START Data for the task
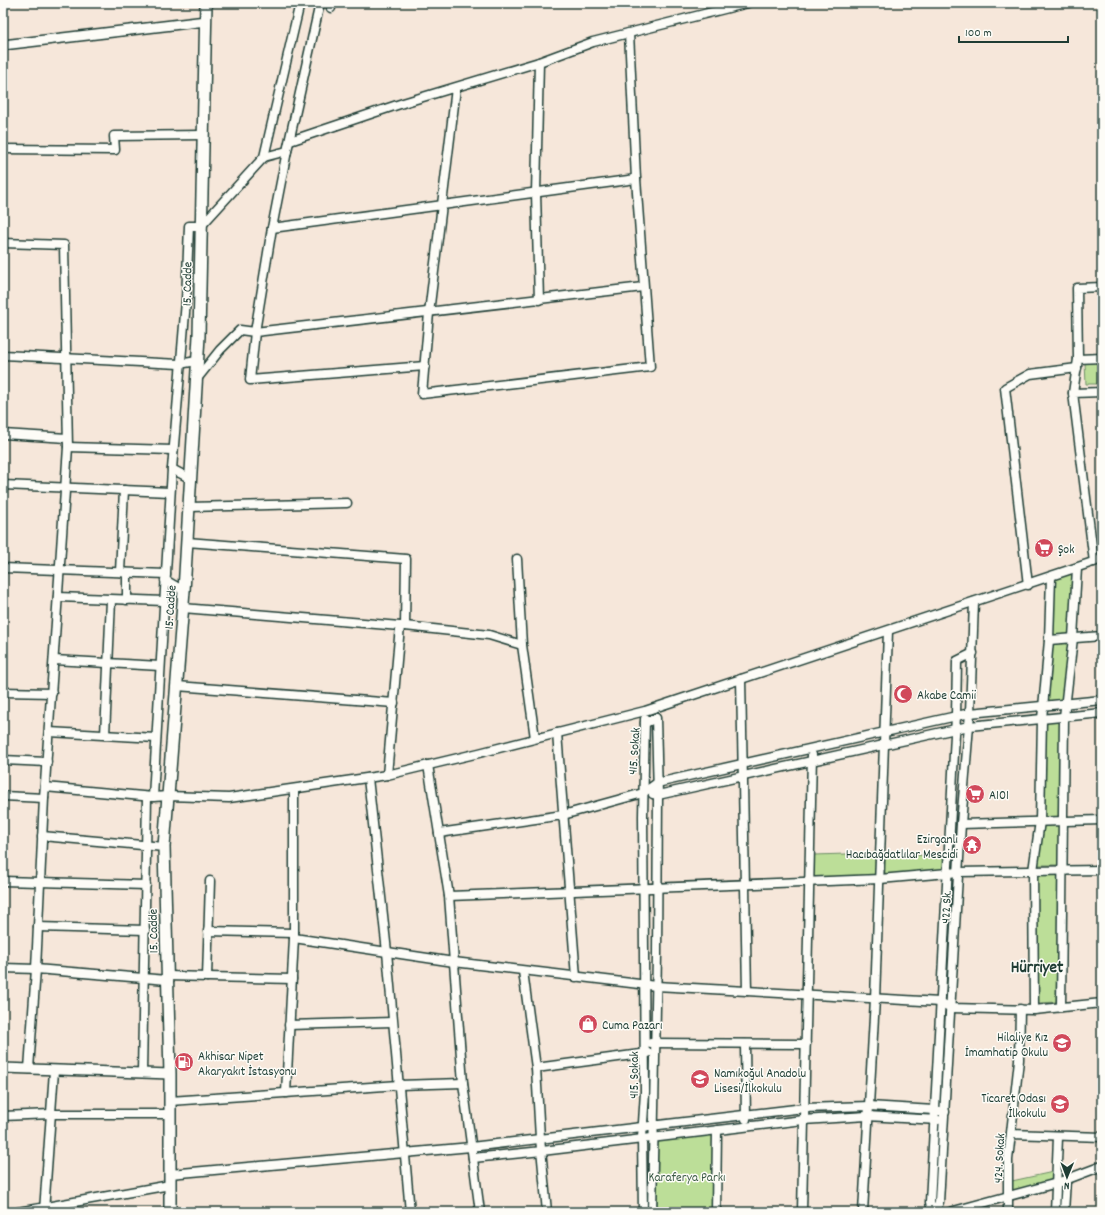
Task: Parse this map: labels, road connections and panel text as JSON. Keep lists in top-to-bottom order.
{
  "streets": {
    "main road": ["15. Cadde"],
    "street": ["415. Sokak", "422 Sk.", "424. Sokak"]
  },
  "districts": ["Hürriyet"],
  "parks": ["Karaferya Parkı"],
  "places": {
    "supermarket": ["Şok", "A101"],
    "mosque": ["Akabe Camii"],
    "temple": ["Ezirganlı Hacıbağdatlılar Mescidi"],
    "shop": ["Cuma Pazarı"],
    "school or university": ["Hilaliye Kız İmamhatip Okulu", "Namıkoğul Anadolu Lisesi/İlkokulu", "Ticaret Odası İlkokulu"],
    "fuel station": ["Akhisar Nipet Akaryakıt İstasyonu"]
  },
  "scale_bar": "100 m",
  "north": "bottom"
}
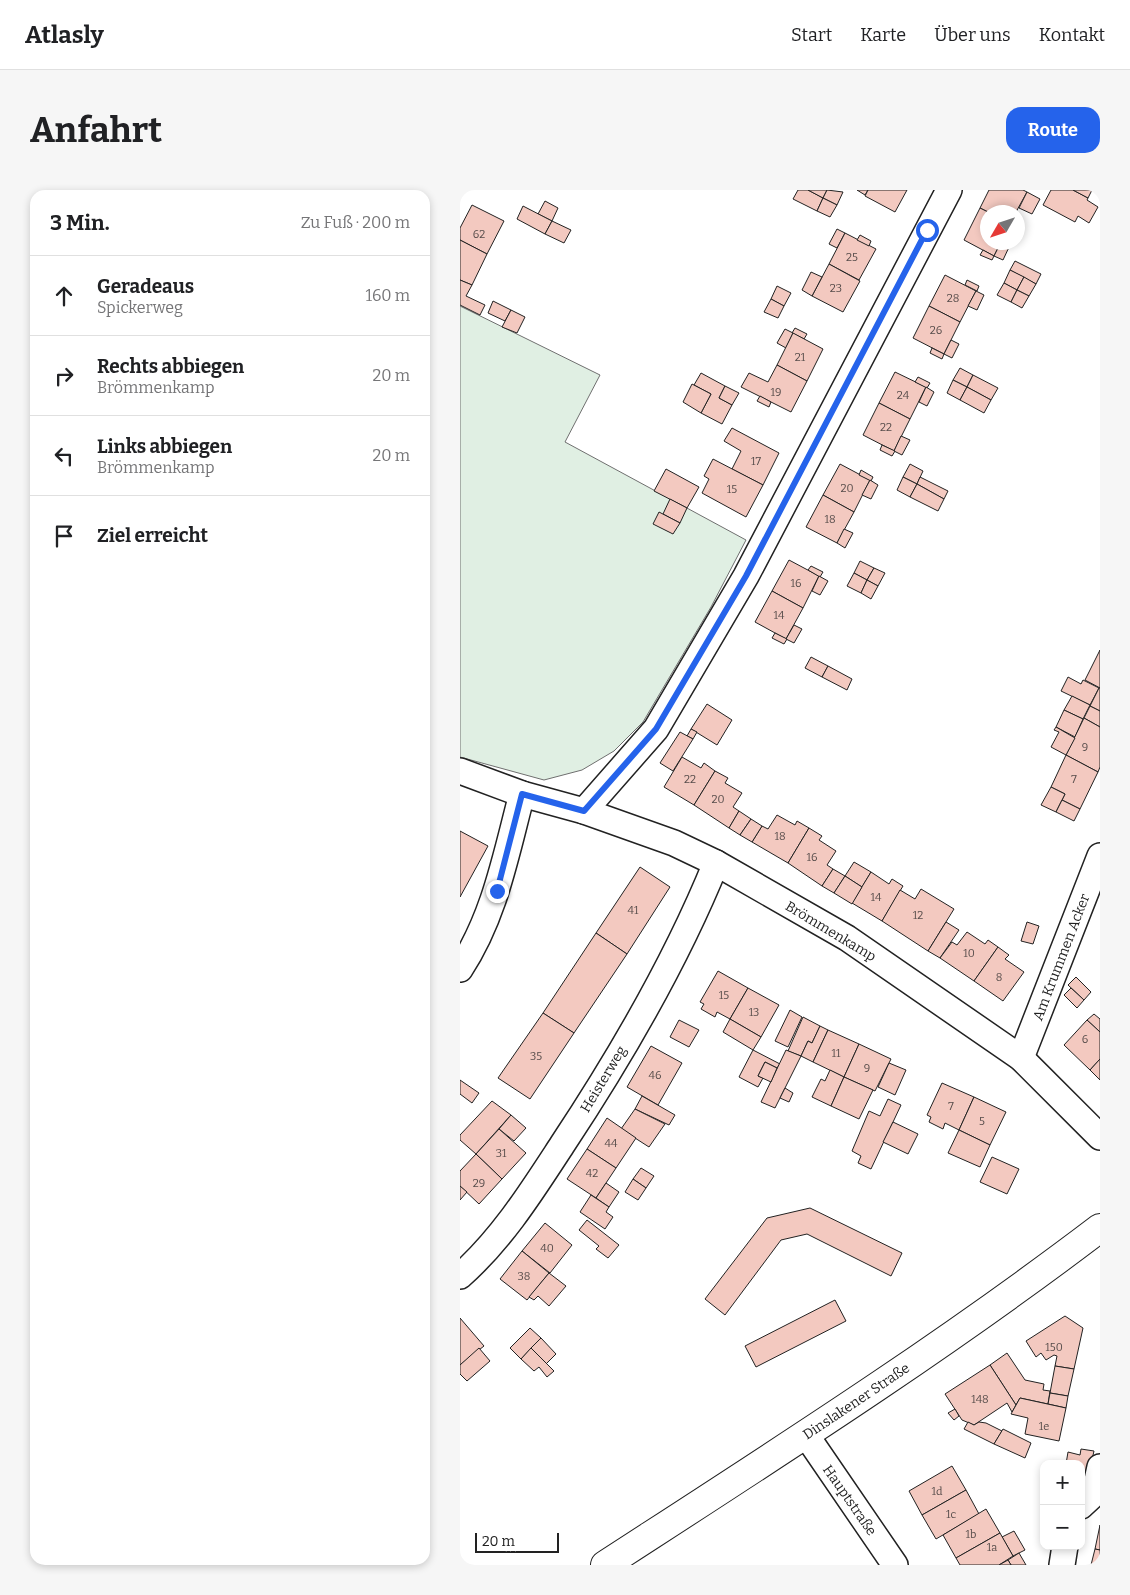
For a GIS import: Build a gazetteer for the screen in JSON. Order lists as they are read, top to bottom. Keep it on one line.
{"streets":{"main road":["Dinslakener Straße"],"street":["Brömmenkamp","Am Krummen Acker","Heisterweg","Hauptstraße"]},"crossings":[["Brömmenkamp","Am Krummen Acker"],["Brömmenkamp","Heisterweg"],["Dinslakener Straße","Hauptstraße"]],"house_numbers":["62","25","23","28","26","21","19","24","22","17","20","15","18","16","14","9","22","7","20","18","16","14","41","12","10","8","15","13","6","11","35","9","46","7","5","44","31","42","29","40","38","150","148","1e","1d","1c","1b","1a"],"scale_bar":"20 m","north":"bottom left","page":{"header":"Atlasly","nav":["Start","Karte","Über uns","Kontakt"],"buttons":"Route","title":"Anfahrt","heading":["3 Min.","Zu Fuß · 200 m"],"list":[["Geradeaus","Spickerweg","160 m"],["Rechts abbiegen","Brömmenkamp","20 m"],["Links abbiegen","Brömmenkamp","20 m"],"Ziel erreicht"],"map_buttons":["+","−"],"scale":"20 m"}}
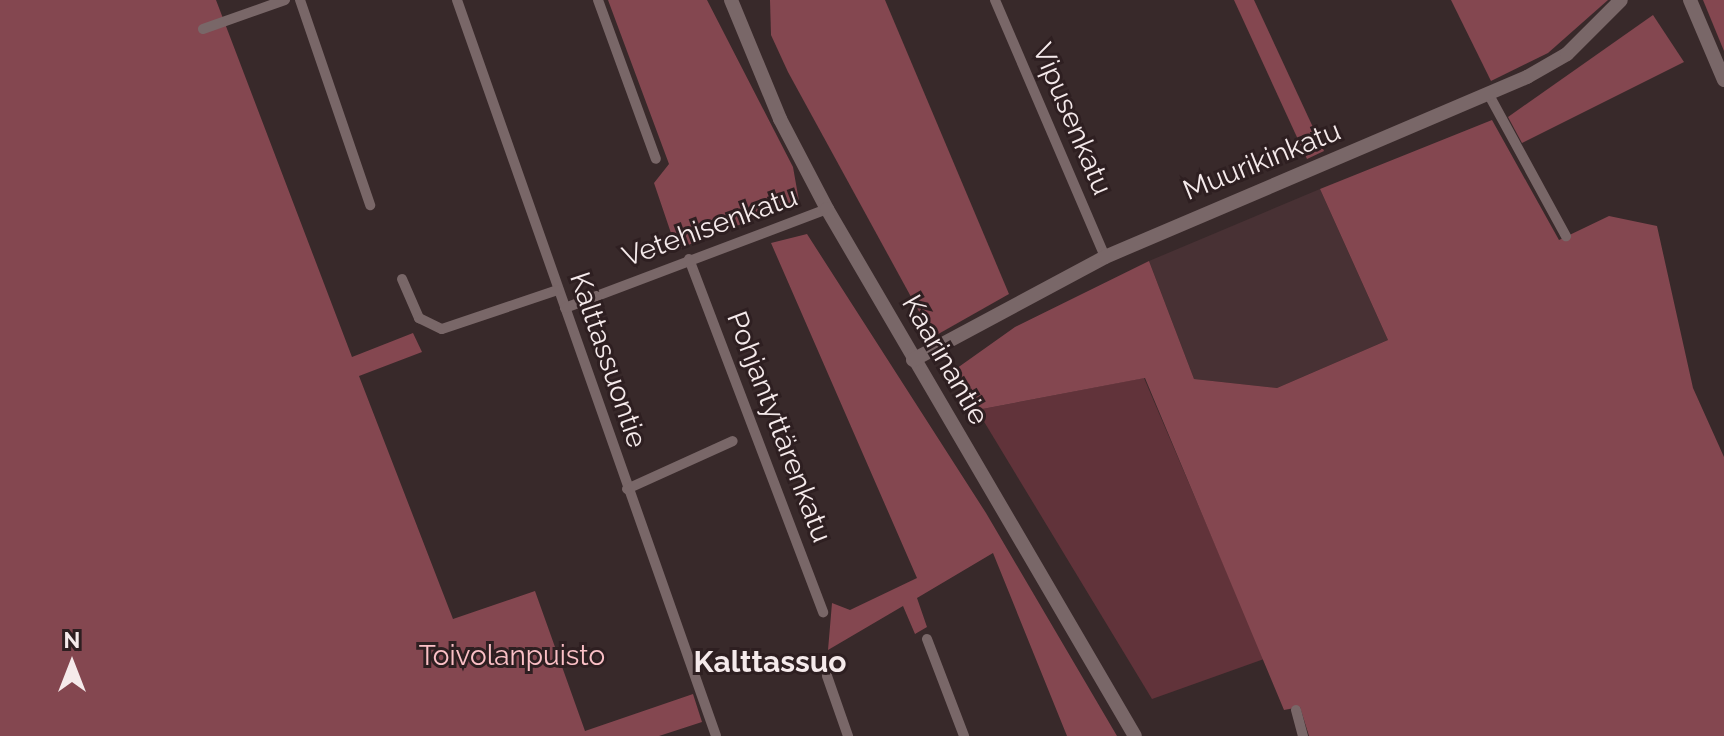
END Data for the task
What you should do:
Skipping all pictures, set the listing down exactly as written.

Written response:
Task: Parse this map: labels, road connections and panel text as JSON. Keep lists in top-to-bottom order.
{
  "streets": {
    "main road": ["15. Cadde"],
    "street": ["415. Sokak", "422 Sk.", "424. Sokak"]
  },
  "districts": ["Hürriyet"],
  "parks": ["Karaferya Parkı"],
  "places": {
    "supermarket": ["Şok", "A101"],
    "mosque": ["Akabe Camii"],
    "temple": ["Ezirganlı Hacıbağdatlılar Mescidi"],
    "shop": ["Cuma Pazarı"],
    "school or university": ["Hilaliye Kız İmamhatip Okulu", "Namıkoğul Anadolu Lisesi/İlkokulu", "Ticaret Odası İlkokulu"],
    "fuel station": ["Akhisar Nipet Akaryakıt İstasyonu"]
  },
  "scale_bar": "100 m",
  "north": "bottom"
}
For a GIS import: Build a gazetteer for the screen in JSON. Order lists as they are read, top to bottom. Keep it on one line.
{"streets":{"main road":["Dinslakener Straße"],"street":["Brömmenkamp","Am Krummen Acker","Heisterweg","Hauptstraße"]},"crossings":[["Brömmenkamp","Am Krummen Acker"],["Brömmenkamp","Heisterweg"],["Dinslakener Straße","Hauptstraße"]],"house_numbers":["62","25","23","28","26","21","19","24","22","17","20","15","18","16","14","9","22","7","20","18","16","14","41","12","10","8","15","13","6","11","35","9","46","7","5","44","31","42","29","40","38","150","148","1e","1d","1c","1b","1a"],"scale_bar":"20 m","north":"bottom left","page":{"header":"Atlasly","nav":["Start","Karte","Über uns","Kontakt"],"buttons":"Route","title":"Anfahrt","heading":["3 Min.","Zu Fuß · 200 m"],"list":[["Geradeaus","Spickerweg","160 m"],["Rechts abbiegen","Brömmenkamp","20 m"],["Links abbiegen","Brömmenkamp","20 m"],"Ziel erreicht"],"map_buttons":["+","−"],"scale":"20 m"}}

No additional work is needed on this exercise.